**Exercise**:
Which lines of the entries contain the string "casing"? Copy each of them.

**Supplied data**:
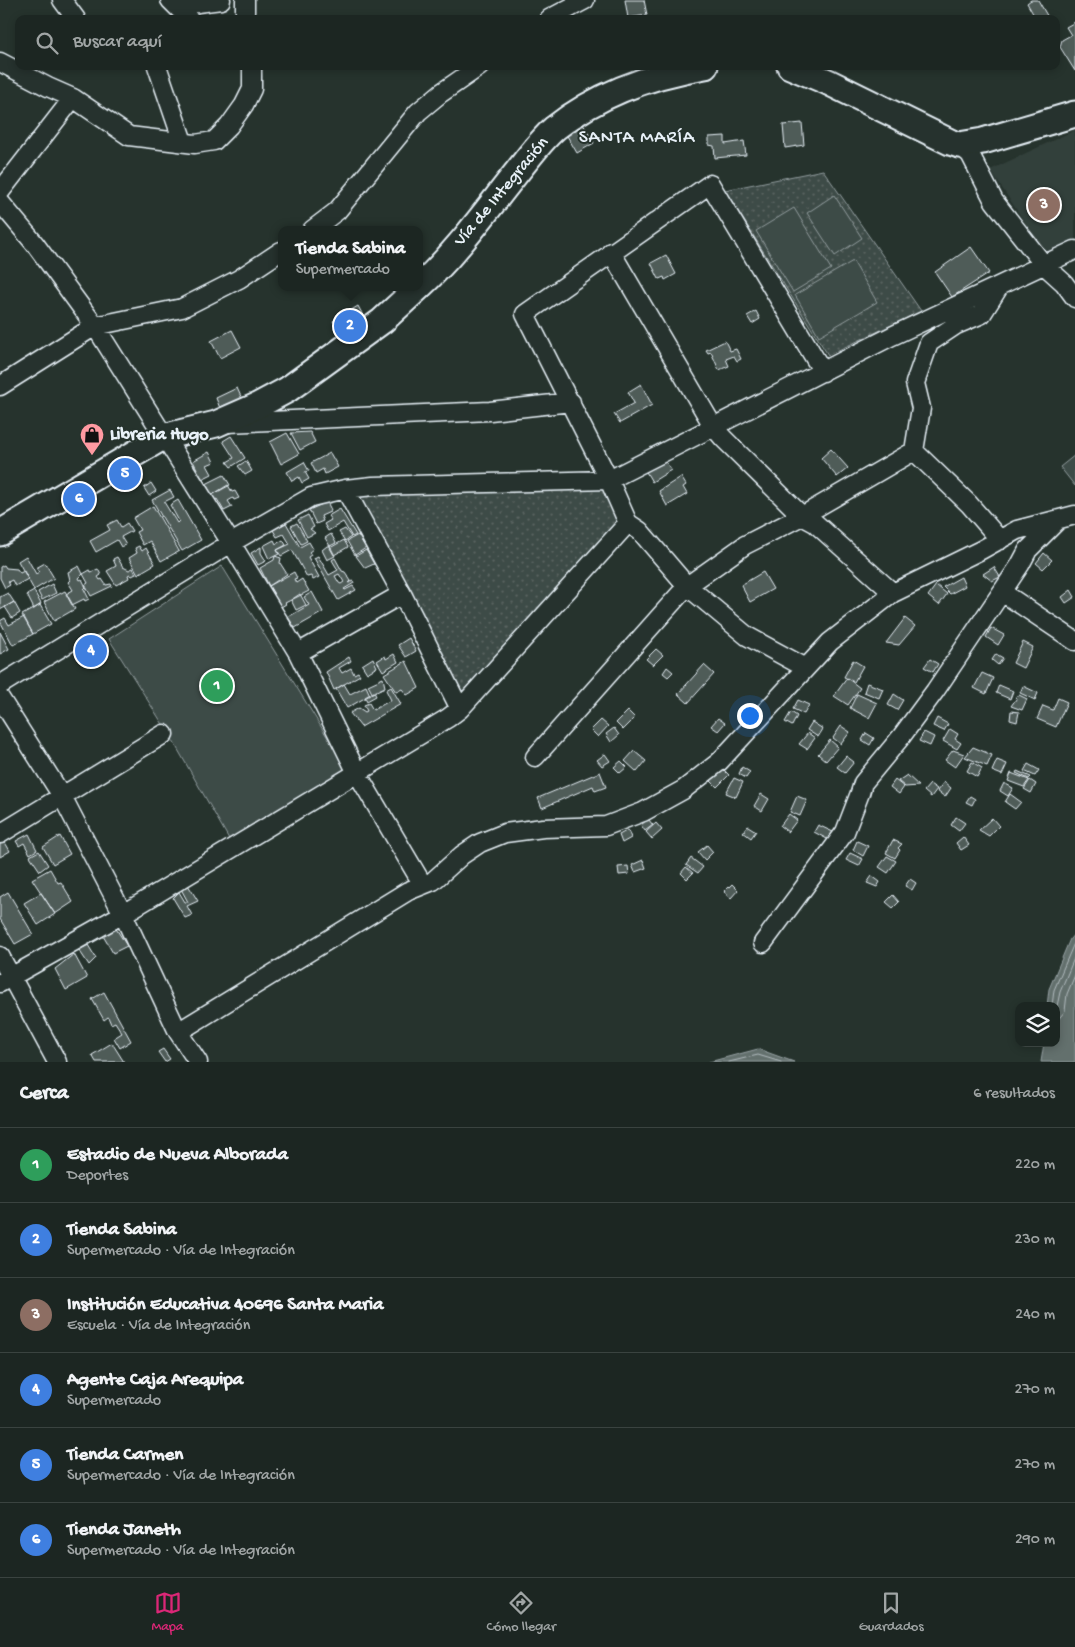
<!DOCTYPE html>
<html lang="es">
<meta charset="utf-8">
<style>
body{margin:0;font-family:"Gochi Hand",sans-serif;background:#29322f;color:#f1f3f6}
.controls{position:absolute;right:15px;bottom:15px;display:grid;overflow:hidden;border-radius:10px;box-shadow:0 2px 8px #0003}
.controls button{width:45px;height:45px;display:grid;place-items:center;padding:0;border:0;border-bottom:1px solid #3a4340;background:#1c2622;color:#f1f3f6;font:25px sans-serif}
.you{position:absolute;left:749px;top:715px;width:18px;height:18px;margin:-12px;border:4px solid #fff;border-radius:50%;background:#1a73e8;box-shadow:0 0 0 8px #1a73e833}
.badge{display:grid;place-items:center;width:32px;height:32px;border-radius:50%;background:#db2777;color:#fff;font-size:16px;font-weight:700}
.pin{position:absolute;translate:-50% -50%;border:2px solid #fff;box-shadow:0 1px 5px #0006}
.popup{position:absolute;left:278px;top:226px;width:145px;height:65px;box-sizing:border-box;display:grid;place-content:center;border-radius:10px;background:#1c2622;filter:drop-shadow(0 1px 4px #0005);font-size:16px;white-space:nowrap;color:#a0a5a5}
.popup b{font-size:19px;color:#f1f3f6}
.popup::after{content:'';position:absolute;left:50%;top:100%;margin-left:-10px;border:10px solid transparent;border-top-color:#1c2622}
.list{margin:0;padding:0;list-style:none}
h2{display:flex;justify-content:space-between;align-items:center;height:65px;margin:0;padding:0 20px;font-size:21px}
h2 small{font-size:16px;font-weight:400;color:#a0a5a5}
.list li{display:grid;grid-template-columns:32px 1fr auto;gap:15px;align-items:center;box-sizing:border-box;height:75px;padding:0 20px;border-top:1px solid #3a4340}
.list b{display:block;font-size:19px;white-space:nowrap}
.list p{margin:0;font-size:16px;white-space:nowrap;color:#a0a5a5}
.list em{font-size:16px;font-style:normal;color:#a0a5a5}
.icon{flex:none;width:28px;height:28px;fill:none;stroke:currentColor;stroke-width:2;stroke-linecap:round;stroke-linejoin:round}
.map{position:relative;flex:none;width:1075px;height:1062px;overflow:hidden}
.search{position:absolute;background:#1c2622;box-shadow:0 2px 8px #0003;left:15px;right:15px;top:15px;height:55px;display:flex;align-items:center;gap:12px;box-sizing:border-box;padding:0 18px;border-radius:10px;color:#a0a5a5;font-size:19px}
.sheet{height:515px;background:#1c2622}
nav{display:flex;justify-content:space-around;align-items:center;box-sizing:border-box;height:70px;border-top:1px solid #3a4340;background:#1c2622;font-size:14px;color:#a0a5a5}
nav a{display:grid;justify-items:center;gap:2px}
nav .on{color:#db2777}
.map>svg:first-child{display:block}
.built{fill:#333f3a}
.grass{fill:url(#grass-dots);stroke:#939ea0}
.garden{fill:#3e4b47;stroke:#939ea0}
.water{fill:#636f6d;stroke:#98a3a5}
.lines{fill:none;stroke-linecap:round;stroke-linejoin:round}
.shore{stroke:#b3bdc0;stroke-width:1}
.building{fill:#505c59;stroke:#e8f1f8;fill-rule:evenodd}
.street-casing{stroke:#e8f1f8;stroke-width:21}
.secondary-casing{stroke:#e8f1f8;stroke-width:29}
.street{stroke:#26332d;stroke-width:18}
.secondary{stroke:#26332d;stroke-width:25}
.labels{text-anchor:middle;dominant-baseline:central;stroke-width:4;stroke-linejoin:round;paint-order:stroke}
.street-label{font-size:18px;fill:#e8f1f8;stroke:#26332d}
.poi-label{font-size:18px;font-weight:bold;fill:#e8f1f8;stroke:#26332d;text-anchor:start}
.neighbourhood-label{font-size:19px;letter-spacing:1px;fill:#e8f1f8;stroke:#26332d}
</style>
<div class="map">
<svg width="1075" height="1062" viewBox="0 0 1075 1062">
<defs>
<pattern id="grass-dots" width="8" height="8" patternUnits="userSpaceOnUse" patternTransform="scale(1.25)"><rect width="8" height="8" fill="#3e4b47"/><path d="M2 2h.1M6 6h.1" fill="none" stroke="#5a6562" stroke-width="1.8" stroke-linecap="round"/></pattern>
</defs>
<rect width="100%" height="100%" fill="#26332d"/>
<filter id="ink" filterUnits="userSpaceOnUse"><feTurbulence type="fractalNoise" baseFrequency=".02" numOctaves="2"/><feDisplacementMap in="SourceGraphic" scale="10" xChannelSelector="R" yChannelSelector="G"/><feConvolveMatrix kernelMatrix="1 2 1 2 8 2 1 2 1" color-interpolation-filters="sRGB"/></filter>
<g filter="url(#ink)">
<path class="built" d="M1075,130v109l-29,15 -56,-84z"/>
<path class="grass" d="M823,170l98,141 -93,44 -103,-165z
M604,488l13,35 -157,171 -102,-200z"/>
<path class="garden" d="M834,195l28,43 -27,18 -28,-43z
M794,208l37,61 -38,23 -37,-61z
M853,261l24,41 -58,34 -24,-41z
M1075,455v31l-15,-19z
M222,566l125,203 -118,70 -60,-105 -60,-95z"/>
<path class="water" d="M1075,933v129h-34l3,-19h12v-37h-9l2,-17 21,-50z
M758,1049l36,13h-85z"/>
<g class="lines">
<path class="shore" d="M1052,1006l2,-16 21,-49
M1056,1011l4,-19 15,-36
M1056,1022l9,-11 2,-17 8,-19
M729,1062l29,-7 23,7"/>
</g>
<path class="building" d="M625,0h19l3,15 -19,3z
M1031,0h7l11,19h-13l-9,-16z
M1075,22v49l-15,-24 2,-7 9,-5 -5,-8z
M802,123l2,22 -19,3 -2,-23z
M583,124l11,19 -17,10 -11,-19z
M725,136v8l19,-3 2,14 -31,3 -1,-12 -5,-1v-8z
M971,247l18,26 -37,24 -17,-25z
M666,255l10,19 -11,6 -1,-3 -5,2 -8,-16z
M358,306l7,13 -24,15 -8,-13z
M756,311l4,8 -8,5 -5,-8z
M232,330l9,17 -21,11 -9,-17z
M725,341l5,10 6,-2 5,10 -4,2 -3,-5 -8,3 3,7 -10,4 -8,-18 -3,1 -2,-3z
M641,384l11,21 -32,18 -6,-9 20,-11 -6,-11z
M237,388l6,13 -22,10 -5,-13z
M310,432l5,10 -15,8 -9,-17z
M287,433l12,21 -18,10 -11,-22z
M231,436l14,22 -14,9 -4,-5 7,-4 -11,-17z
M831,449l17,19 -11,9 -16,-19z
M209,452l5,10 -7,3 5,9 -10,5 -9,-18z
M330,453l8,14 -13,7 -2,-5 -7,4 -5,-10z
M664,459l7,11 -19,12 -7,-12z
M246,461l6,10 -7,4 -7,-9z
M304,462l5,9 -4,1 4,7 -7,4 -3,-6 -7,4 -5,-9z
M224,475l6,10 -18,10 -6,-11z
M681,477l5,8 -3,2 4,7 -20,12 -8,-15z
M151,483l5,8 -7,5 -5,-8z
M228,485l4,7 3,-1 4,7 -5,2 -1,-2 -5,3 4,6 -8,4 -7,-12 -2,1 -3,-5z
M170,490l4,7 -10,5 13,21 2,-2 -9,-16 8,-5 23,40 -19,11 -30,-51z
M327,502l4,8 -1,2 -9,4 2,5 -7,3 -7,-14z
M153,506l26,45 -18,10 -11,-20 -7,4 -7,-13 4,-2 -7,-12z
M340,509l16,26 -4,2 -9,-15 -15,9 -4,-7 7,-4 -3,-4z
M308,515l6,12 -4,2 5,4 -8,4 -9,-17z
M117,520l4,7 6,-4 5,8 -11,6 5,8 -5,2 -4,-7 -21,12 -6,-11 20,-11 -3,-5z
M286,523l14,24 9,-5 4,7 -4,3 2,3 -3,2 11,20 -6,3 -2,-4 -4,1 -15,-27 -11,6 -4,-6 13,-6 -6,-10 -7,3 -4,-7z
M297,523l10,18 -6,3 -10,-18z
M345,529l6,8 -6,4 -6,-9z
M331,534l5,9 -6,3 -5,-8z
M358,535l8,13 -11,7 -8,-14z
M274,540l2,4 7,-4 3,5 -9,5 2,4 -10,5 -6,-13z
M344,540l4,7 -14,8 -4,-7z
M139,546l3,5 4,-3 9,16 -17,10 -9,-16 8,-5 -2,-5z
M327,546h3l5,10 -8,4 -5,-10z
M261,547v6l5,8 -8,4 -7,-12z
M366,550l8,14 -9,4 -9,-12z
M1044,553l8,7 -9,9 -7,-6z
M26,556l10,18 3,-2 -3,-4 9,-5 9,15 -20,12 -16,-29z
M275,556l6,2 -1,5 7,11 -18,12 -9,-18 14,-8z
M318,556l11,19 9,-5 -6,-10 3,-2 7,13 3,1 6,9 -2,2 4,-2 1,2 -10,6 1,1 8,-4 3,4 -18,10 -24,-42zM339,574l5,8 -3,2 -2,-1 -4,-7z
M117,557l6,10 6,3 4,-2 3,6 -4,2 -2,-2 -2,1 1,3 -13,7 -9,-14 9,-5 -3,-7z
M4,565l2,3 11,1 3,4 4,-2 4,8 -13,7 -3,-6 -4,2 2,3 -5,3 -5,-10v-11z
M79,566l4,8 -4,4 1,2 2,-1 4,8 -2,2 5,10 -4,2 -1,-2 -12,6 -6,-11 7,-4 -5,-8 2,-2 -2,-8z
M994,567l6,10 -8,4 -9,-7z
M98,569l3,6 -3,2 2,3 2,-1 4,6 5,-1 1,2 -21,10 -6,-11 3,-2 -5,-9 7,-4 1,2z
M294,572l3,6 -3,1 2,4 6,-4 7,12 -24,12 1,1 -5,3 -12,-21z
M763,572l10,17 -23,13 -9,-17z
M961,577l4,9 -15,8 -7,-7z
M52,584l4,9 -14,7 -4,-8z
M936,585l11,9 -8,11 -11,-9z
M1071,590l4,7 -9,6 -4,-6z
M34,591l7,13 -7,5 -7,-14z
M65,591l10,18 -21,12 -10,-19z
M312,592l11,20 -28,16 -7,-11 21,-12 -5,-8z
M8,593l6,9 -14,8v-13z
M300,594l6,11 -10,5 -5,-10z
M14,602l6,11 -8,5 -7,-11z
M40,605l11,19 -18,10 -11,-19z
M24,617l9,17 -20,11 -13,-24 5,-3 4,7z
M905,618l10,8 -16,19 -13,-2z
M991,628l13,7 -6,10 -12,-8z
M0,632l9,17 -9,5z
M409,638l7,13 -10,6 -8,-12z
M1023,642l10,5 -10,21 -10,-5z
M656,649l7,6 -10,10 -7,-6z
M394,654l4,8 -15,9 -6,-10 8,-5 1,3z
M996,654l7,4 -5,7 -6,-5z
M349,657l2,4 -12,7 3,5 9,-5 3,6 4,-2 2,3 -26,15 -8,-18z
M373,658l4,9 -10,6 -5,-8z
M930,659l8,5 -5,8 -9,-5z
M853,660l10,6 -9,16 -10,-5z
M406,661l13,27 -12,7 -5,-6 -6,3 -12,-18z
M704,665l10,9 -26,29 -10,-9z
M667,667l6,5 -5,5 -5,-4z
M982,673l11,5 -7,16 -12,-6z
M383,678l2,9 -13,6 -4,-8z
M847,678l13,10 -12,17 -14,-9z
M867,683l16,6 -4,9 -15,-6z
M344,684l6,10 16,-8 4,9 -23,13 -11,-19z
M999,685l14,6 -3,8 -14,-6z
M1023,686l15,7 -3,7 -15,-7z
M391,687l10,17 -40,23 -11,-14 9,-5 6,4 2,-1 -3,-6 5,-2 4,7 18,-10 -5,-10z
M374,692l2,4 -9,5 -2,-4z
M857,694l20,9 -8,15 -19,-10z
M894,694l9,6 -6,10 -9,-5z
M1019,695l8,4 -5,11 -11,-4z
M1058,698l9,4 -11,25 -19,-8 6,-13 10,4z
M798,700l11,5 -5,9 -11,-5z
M628,711l7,7 -12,12 -7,-7z
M1011,711l8,1 -2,10 -7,-2z
M791,712l6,4 -5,10 -7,-4z
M718,718l7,5 -7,8 -7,-5z
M937,718l11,6 -4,7 -11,-5z
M601,720l7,6 -10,11 -7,-7z
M812,722l11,7 -5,8 -11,-7z
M841,726l9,6 -9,12 -8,-6z
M614,728l5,7 -8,7 -5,-8z
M950,729l8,5 -3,5 6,4 -4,6 -14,-8z
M924,732l10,5 -4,9 -11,-5z
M808,733l7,5 -8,11 -8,-5z
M866,733l8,5 -4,7 -8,-5z
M830,740l8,7 -12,14 -8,-7z
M973,747l19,8 -5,11 -22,-9z
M953,750l11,4 -9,13 -10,-7z
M634,751l12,10 -9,11 -12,-11z
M605,754l5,7 -8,5 -5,-6z
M846,756l8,6 -9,11 -8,-6z
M997,760l10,4 -5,11 -10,-4z
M621,761l6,6 -7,6 -6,-6z
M972,762l10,6 -5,9 -10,-6z
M1028,764l11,6 -4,6 -11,-5z
M742,767l8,5 -4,6 -7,-4z
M723,769l6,6 -12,12 -6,-6z
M1017,771l14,6 -2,2 -13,-6z
M600,772l6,15 -11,4 -2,-5 -51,22 -4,-10z
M1011,773l18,7 -5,7 -16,-6z
M907,775l12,11 -14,1 -7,-6z
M734,778l9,4 -7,15 -10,-4z
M895,780l9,7 -5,7 -9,-7z
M1030,780l6,4 -5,9 -7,-4z
M944,782l7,6 -6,9 -8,-6z
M1004,783l9,5 -5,8 -8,-5z
M930,784l7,5 -6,8 -7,-6z
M761,794l8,5 -7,12 -8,-5z
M1010,794l11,8 -6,7 -10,-7z
M797,796l10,4 -7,16 -10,-4z
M970,796l5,3 -3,6 -6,-3z
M789,814l8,6 -9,12 -8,-6z
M956,817l9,6 -6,8 -8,-6z
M992,818l7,8 -10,10 -10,-6z
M648,819l5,6 -8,6 -4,-6z
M656,823l6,7 -10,9 -6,-7z
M818,825l15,7 -4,8 -15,-8z
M748,826l8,5 -5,7 -8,-6z
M628,830l3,8 -9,5 -3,-8z
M29,834l8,16 -7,4 -6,-11 -5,3 -3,-5z
M60,836l10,18 -17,10 -10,-17z
M963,837l6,8 -8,5 -5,-7z
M3,839l7,12 -10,6v-16z
M893,840l9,4 -4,4 2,2 -5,8 -9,-5z
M857,841l11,5 -5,10 -10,-6z
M707,845l6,7 -8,8 -7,-8z
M39,851l9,14 -8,6 -10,-15z
M850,853l13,6 -4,7 -13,-6z
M887,856l9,5 -8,12 -9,-6z
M691,858l12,9 -5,6 -12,-8z
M643,860l3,8 -11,4 -3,-7z
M628,866l1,8 -10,1 -1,-8z
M686,867l7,6 -6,6 -6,-6z
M50,869l8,14 3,-1 12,20 -18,12 -23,-35z
M872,876l8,6 -3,5 -10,-4z
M910,879l6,4 -4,7 -7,-4z
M732,884l6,6 -7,8 -7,-6z
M188,885l10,16 -11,5 5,9 -7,3 -12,-20 6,-6 6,10h3l-7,-13z
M8,892l25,42 -18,10 -15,-25v-22z
M41,893l14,21 -17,11 -14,-22z
M893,895l6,7 -6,6 -7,-6z
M115,927l12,19 -14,7 -11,-19z
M88,945l8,13 -7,7 -10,-15z
M74,954l13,24 -21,12 -11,-21z
M104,992l27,49 -11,7 -6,-10 8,-5 -7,-11 -4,2 -3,-7 -4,3 -12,-21z
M112,1043l12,19h-28l-4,-7z
M163,1049l7,10 -5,3 -7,-10z"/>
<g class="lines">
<defs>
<path id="street" d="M62,0l14,19
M170,0l19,19
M185,0l5,4 31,-4
M245,0v19
M549,19l36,-19
M0,62l48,25 25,11 56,38 66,8 19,-3 15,-15 15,-21 8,-16v-23
M157,66l26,76
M959,145l11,9 24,47 50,64 20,18 11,15
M0,192l73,-94
M0,202l35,42 60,82 136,217 67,110 59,120 66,112
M312,230l25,-19 81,-99 23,-19 39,-27
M611,252l102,174 10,12 79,78 13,7 78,70
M0,386l95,-60 87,-18 57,-29 42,-28
M227,423l263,-12 81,-9
M914,451l7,-43 -6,-25 14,-40 27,-18 26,-11 17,-27
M914,451l55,53 31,36
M345,489l57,105 58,115
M1002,592l73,49
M298,653l104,-59
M806,668l-59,-32 -60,-50 -47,-55 -12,-8 -19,-43 -84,-166 185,-130 113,188
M0,685l231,-142 80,-46 34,-8 28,-3 236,-6 283,-144 183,-86
M0,698l62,98 61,118 55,118 20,30
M535,757l152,-171 58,-41 57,-29 112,-65
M0,834l164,-100
M763,943l82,-111 15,-39 3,-10 38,-46 34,-46 85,-126 8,-15 30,-30
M0,956l57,106
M0,983l123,-69 325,-196 12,-9 168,-186
M178,1032l230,-141 25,-10 29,-26 18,-12 25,-10 38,-5 63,-2 37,-14 40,-22 36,-28 111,-120 63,-49 88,-43 36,-20 58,-15"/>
<path id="secondary" d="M790,66l38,16 122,60 9,3 24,-4 92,-27
M419,287c35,-32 64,-72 94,-110 13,-16 26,-35 42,-49 43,-34 97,-53 150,-62
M0,533l163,-96 53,-13 41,-18 30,-16 95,-69 37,-34"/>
</defs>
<use href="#street" class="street-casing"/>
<use href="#secondary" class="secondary-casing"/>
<use href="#street" class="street"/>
<use href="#secondary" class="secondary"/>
</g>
</g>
<defs>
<symbol id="shop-pin" viewBox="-11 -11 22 30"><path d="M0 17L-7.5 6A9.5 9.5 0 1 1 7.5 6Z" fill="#ff9aa2" stroke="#26332d"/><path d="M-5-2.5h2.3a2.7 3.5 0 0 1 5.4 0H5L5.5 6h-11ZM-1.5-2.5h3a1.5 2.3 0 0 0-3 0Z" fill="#111"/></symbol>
</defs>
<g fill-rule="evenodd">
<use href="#shop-pin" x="78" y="421" width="28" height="38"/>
</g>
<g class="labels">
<g class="street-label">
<text transform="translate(502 192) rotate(-50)">Vía de Integración</text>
</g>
<g class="poi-label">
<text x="110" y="435">Libreria Hugo</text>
</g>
<g class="neighbourhood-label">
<text x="637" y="138">SANTA MARÍA</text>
</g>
</g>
</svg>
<div class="controls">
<button><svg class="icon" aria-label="layers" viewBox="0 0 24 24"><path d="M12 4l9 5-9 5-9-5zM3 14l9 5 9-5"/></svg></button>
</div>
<div class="you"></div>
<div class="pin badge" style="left:217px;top:686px;background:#2e9e5b">1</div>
<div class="pin badge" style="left:350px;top:326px;background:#3f7fe0">2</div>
<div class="popup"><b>Tienda Sabina</b>Supermercado</div>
<div class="pin badge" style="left:1044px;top:205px;background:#8d6e63">3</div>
<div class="pin badge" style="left:91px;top:651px;background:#3f7fe0">4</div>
<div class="pin badge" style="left:125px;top:474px;background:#3f7fe0">5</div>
<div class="pin badge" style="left:79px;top:499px;background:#3f7fe0">6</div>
<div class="search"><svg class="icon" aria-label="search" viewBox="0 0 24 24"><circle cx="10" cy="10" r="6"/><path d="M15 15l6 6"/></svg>Buscar aquí</div>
</div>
<section class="sheet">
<h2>Cerca<small>6 resultados</small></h2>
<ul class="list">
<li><span class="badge" style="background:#2e9e5b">1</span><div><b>Estadio de Nueva Alborada</b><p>Deportes</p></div><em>220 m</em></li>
<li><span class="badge" style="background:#3f7fe0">2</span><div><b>Tienda Sabina</b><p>Supermercado · Vía de Integración</p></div><em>230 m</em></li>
<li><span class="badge" style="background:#8d6e63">3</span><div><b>Institución Educativa 40696 Santa Maria</b><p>Escuela · Vía de Integración</p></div><em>240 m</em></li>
<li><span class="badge" style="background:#3f7fe0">4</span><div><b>Agente Caja Arequipa</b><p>Supermercado</p></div><em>270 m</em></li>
<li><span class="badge" style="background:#3f7fe0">5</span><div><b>Tienda Carmen</b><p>Supermercado · Vía de Integración</p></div><em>270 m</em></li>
<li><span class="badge" style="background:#3f7fe0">6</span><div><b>Tienda Janeth</b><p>Supermercado · Vía de Integración</p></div><em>290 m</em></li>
</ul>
</section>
<nav>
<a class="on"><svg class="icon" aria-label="map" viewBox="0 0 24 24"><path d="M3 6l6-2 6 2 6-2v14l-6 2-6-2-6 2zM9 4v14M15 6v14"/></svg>Mapa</a>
<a><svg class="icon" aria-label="directions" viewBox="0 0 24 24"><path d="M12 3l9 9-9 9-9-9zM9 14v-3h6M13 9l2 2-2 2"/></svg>Cómo llegar</a>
<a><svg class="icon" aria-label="saved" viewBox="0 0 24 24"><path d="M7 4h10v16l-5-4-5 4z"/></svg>Guardados</a>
</nav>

**Solution to this task**:
.street-casing{stroke:#e8f1f8;stroke-width:21}
.secondary-casing{stroke:#e8f1f8;stroke-width:29}
<use href="#street" class="street-casing"/>
<use href="#secondary" class="secondary-casing"/>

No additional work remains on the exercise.